[Stored data entries]
= = = =
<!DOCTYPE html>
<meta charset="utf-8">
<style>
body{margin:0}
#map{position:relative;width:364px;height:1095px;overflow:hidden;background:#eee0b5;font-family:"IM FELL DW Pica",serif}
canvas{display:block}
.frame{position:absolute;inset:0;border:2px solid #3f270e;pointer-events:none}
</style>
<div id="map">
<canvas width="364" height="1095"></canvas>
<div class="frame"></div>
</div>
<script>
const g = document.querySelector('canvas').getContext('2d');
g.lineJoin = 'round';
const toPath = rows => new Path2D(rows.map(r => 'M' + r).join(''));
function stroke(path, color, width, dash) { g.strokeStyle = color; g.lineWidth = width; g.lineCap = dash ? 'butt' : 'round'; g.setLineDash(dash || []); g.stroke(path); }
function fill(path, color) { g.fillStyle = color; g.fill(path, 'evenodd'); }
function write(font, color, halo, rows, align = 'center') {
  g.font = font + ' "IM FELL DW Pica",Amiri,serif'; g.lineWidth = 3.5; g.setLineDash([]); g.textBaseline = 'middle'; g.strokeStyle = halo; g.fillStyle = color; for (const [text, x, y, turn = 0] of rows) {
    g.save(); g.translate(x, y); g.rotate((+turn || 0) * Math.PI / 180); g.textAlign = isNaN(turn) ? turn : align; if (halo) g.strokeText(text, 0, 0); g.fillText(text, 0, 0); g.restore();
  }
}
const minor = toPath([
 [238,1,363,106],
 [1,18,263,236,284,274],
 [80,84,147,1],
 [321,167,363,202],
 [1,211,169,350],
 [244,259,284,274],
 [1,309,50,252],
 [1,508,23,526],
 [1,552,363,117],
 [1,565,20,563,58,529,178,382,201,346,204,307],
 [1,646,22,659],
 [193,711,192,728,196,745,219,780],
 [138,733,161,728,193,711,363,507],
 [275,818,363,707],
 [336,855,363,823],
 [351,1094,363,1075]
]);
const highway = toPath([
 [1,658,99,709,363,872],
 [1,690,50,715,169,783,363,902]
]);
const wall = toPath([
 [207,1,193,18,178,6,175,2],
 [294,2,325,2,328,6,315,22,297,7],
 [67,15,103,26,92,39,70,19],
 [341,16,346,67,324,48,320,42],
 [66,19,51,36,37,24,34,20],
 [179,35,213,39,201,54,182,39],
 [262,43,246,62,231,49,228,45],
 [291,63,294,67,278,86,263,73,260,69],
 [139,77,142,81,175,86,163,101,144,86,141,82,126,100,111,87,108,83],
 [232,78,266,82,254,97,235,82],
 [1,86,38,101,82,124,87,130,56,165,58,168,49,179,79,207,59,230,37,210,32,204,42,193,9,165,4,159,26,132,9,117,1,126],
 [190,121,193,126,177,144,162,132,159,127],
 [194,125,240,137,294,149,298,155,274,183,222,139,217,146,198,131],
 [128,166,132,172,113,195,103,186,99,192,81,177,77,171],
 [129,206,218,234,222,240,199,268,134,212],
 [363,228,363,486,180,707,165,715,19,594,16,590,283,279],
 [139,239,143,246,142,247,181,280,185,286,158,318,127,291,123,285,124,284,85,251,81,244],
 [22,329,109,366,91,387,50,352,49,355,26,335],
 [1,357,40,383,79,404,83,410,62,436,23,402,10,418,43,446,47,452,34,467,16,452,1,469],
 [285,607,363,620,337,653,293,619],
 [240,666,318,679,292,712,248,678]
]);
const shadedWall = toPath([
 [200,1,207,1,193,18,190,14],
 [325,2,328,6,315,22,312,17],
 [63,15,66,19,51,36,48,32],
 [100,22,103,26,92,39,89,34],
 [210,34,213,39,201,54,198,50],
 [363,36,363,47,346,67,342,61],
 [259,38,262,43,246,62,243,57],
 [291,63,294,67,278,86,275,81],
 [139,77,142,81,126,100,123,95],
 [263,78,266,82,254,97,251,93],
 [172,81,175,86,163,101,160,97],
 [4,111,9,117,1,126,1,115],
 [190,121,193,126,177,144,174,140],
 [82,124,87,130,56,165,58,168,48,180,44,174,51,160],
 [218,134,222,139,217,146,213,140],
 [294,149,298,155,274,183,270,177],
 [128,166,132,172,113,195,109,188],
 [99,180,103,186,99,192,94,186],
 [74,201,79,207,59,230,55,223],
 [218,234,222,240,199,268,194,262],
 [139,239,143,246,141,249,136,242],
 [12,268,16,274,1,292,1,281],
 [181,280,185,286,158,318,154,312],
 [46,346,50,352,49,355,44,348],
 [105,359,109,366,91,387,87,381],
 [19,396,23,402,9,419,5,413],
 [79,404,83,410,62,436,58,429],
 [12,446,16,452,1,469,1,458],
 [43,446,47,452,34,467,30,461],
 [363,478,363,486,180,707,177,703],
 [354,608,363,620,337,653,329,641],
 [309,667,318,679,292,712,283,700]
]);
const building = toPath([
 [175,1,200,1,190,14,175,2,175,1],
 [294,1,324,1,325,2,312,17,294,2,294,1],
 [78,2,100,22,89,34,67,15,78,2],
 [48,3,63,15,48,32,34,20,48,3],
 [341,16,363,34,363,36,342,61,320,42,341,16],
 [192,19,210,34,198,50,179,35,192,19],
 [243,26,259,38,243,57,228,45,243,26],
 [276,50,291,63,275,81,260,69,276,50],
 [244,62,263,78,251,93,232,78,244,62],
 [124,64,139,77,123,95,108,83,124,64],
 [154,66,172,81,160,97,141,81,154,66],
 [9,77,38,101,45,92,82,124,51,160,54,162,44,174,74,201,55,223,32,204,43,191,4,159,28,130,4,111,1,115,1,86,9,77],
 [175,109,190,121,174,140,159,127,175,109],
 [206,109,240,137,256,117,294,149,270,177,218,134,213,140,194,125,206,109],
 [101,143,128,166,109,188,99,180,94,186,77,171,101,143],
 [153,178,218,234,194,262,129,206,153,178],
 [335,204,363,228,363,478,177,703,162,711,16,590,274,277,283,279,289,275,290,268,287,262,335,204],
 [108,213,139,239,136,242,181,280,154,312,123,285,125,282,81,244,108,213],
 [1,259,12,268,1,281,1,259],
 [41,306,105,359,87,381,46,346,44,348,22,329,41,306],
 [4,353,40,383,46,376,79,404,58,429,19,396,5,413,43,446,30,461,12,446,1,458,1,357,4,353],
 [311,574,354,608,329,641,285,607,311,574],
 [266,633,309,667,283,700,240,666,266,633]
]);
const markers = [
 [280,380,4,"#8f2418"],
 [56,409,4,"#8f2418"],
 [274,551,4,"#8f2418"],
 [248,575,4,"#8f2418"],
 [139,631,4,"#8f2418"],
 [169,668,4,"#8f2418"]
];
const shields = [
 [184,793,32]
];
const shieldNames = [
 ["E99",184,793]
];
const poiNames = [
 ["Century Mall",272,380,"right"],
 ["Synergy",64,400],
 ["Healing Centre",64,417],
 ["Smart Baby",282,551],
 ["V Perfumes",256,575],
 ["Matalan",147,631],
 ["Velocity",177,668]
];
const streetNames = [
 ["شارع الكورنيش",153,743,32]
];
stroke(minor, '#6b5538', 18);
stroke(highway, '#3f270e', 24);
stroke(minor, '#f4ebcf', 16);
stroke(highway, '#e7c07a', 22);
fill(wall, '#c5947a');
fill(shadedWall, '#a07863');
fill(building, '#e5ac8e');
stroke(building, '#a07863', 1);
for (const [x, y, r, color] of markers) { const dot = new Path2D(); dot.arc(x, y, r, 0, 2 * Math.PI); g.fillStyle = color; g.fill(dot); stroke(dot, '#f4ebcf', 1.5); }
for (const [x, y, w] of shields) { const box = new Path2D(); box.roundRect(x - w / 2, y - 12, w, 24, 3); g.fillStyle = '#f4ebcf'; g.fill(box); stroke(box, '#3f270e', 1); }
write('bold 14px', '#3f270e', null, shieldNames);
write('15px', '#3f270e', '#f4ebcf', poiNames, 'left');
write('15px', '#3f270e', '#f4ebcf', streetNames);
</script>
= = = =
TASK OBJECTIVE => Transcribe, exactly as written, all lines of the entries above from the first to the one containing "g.font = font", and no more.

FINISHED EXERCISE =>
<!DOCTYPE html>
<meta charset="utf-8">
<style>
body{margin:0}
#map{position:relative;width:364px;height:1095px;overflow:hidden;background:#eee0b5;font-family:"IM FELL DW Pica",serif}
canvas{display:block}
.frame{position:absolute;inset:0;border:2px solid #3f270e;pointer-events:none}
</style>
<div id="map">
<canvas width="364" height="1095"></canvas>
<div class="frame"></div>
</div>
<script>
const g = document.querySelector('canvas').getContext('2d');
g.lineJoin = 'round';
const toPath = rows => new Path2D(rows.map(r => 'M' + r).join(''));
function stroke(path, color, width, dash) { g.strokeStyle = color; g.lineWidth = width; g.lineCap = dash ? 'butt' : 'round'; g.setLineDash(dash || []); g.stroke(path); }
function fill(path, color) { g.fillStyle = color; g.fill(path, 'evenodd'); }
function write(font, color, halo, rows, align = 'center') {
  g.font = font + ' "IM FELL DW Pica",Amiri,serif'; g.lineWidth = 3.5; g.setLineDash([]); g.textBaseline = 'middle'; g.strokeStyle = halo; g.fillStyle = color; for (const [text, x, y, turn = 0] of rows) {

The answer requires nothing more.